RE: Client timeouts and remote calls

Posted by Christopher Dolan <ch...@avid.com>.

Very true, well said.

-----Original Message-----
From: Gregg Wonderly [mailto:gergg@cox.net] 
Sent: Thursday, June 14, 2012 9:37 AM
To: user@river.apache.org
Subject: Re: Client timeouts and remote calls

If you use a smart proxy, and put the lease renewal call inside the smart proxy, and register a listener, you can see the renewal fail.  But, you still have to know what that means based on how the service and the lease interact.  To get a legitimate, two way, liveness test, you really have to have a conversation with the server, from the client, and have a view of the endpoint activities on the server.  

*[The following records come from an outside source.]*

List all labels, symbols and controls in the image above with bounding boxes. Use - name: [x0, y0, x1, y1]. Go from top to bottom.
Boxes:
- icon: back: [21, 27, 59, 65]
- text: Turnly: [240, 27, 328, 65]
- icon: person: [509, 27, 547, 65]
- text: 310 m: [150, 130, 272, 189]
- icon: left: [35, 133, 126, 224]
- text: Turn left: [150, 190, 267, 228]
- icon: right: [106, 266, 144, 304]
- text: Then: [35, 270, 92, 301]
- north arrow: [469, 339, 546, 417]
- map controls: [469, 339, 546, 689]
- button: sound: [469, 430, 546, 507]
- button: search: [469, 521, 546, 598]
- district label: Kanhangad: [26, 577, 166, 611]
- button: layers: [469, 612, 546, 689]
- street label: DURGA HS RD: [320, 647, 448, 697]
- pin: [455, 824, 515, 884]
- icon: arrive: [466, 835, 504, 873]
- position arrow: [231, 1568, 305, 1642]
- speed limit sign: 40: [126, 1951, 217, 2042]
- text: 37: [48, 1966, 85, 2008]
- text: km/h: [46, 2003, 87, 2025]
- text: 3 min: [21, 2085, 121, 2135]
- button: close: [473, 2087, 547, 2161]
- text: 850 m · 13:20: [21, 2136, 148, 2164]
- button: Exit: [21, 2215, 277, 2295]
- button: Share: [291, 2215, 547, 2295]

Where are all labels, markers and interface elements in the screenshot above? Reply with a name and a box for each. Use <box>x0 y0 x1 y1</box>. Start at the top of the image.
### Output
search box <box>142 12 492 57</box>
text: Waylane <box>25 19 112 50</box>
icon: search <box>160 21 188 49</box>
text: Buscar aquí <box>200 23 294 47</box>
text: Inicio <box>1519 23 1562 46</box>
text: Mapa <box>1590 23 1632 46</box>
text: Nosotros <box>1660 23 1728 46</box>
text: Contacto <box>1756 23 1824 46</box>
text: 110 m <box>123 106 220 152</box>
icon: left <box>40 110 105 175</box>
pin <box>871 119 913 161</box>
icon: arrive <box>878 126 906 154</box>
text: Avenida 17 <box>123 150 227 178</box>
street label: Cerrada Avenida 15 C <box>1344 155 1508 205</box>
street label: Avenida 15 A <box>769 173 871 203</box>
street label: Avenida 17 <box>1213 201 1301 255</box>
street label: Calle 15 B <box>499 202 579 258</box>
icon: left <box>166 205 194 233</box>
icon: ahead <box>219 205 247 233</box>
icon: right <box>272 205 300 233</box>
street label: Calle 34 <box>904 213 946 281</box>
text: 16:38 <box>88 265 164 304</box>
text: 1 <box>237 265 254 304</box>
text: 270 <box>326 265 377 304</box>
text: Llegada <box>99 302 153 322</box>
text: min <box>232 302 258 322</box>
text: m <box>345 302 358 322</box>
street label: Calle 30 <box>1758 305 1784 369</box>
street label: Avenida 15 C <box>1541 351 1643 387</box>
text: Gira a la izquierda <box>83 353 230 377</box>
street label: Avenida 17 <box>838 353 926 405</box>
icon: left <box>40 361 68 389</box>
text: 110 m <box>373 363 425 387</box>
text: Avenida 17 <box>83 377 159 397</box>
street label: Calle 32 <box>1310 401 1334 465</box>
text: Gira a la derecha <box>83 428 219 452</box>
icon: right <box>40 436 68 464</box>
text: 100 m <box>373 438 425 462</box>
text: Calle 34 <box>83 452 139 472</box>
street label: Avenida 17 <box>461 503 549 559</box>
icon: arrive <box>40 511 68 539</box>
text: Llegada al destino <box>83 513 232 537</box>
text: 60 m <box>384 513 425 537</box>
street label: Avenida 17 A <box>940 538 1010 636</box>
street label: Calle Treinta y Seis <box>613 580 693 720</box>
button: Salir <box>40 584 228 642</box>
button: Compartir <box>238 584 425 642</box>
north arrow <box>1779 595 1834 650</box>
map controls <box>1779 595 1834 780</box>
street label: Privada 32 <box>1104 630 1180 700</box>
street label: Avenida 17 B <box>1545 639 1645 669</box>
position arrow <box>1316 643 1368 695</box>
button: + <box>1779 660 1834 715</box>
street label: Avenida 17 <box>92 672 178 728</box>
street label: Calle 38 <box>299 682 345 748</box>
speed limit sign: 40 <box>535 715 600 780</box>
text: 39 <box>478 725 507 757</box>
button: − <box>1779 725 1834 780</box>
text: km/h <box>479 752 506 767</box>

There are lots of ways to engineer this, and both leasing or transactions can be part of the solution.  But, in the end, you must decide what you need to know, and then think through what you are expecting vs what is actually achievable using the facilities you can deploy.

Most of the time, the true test, is merely to be able to use the endpoint(s) end to end by making a call from the client to the service for that liveness test.  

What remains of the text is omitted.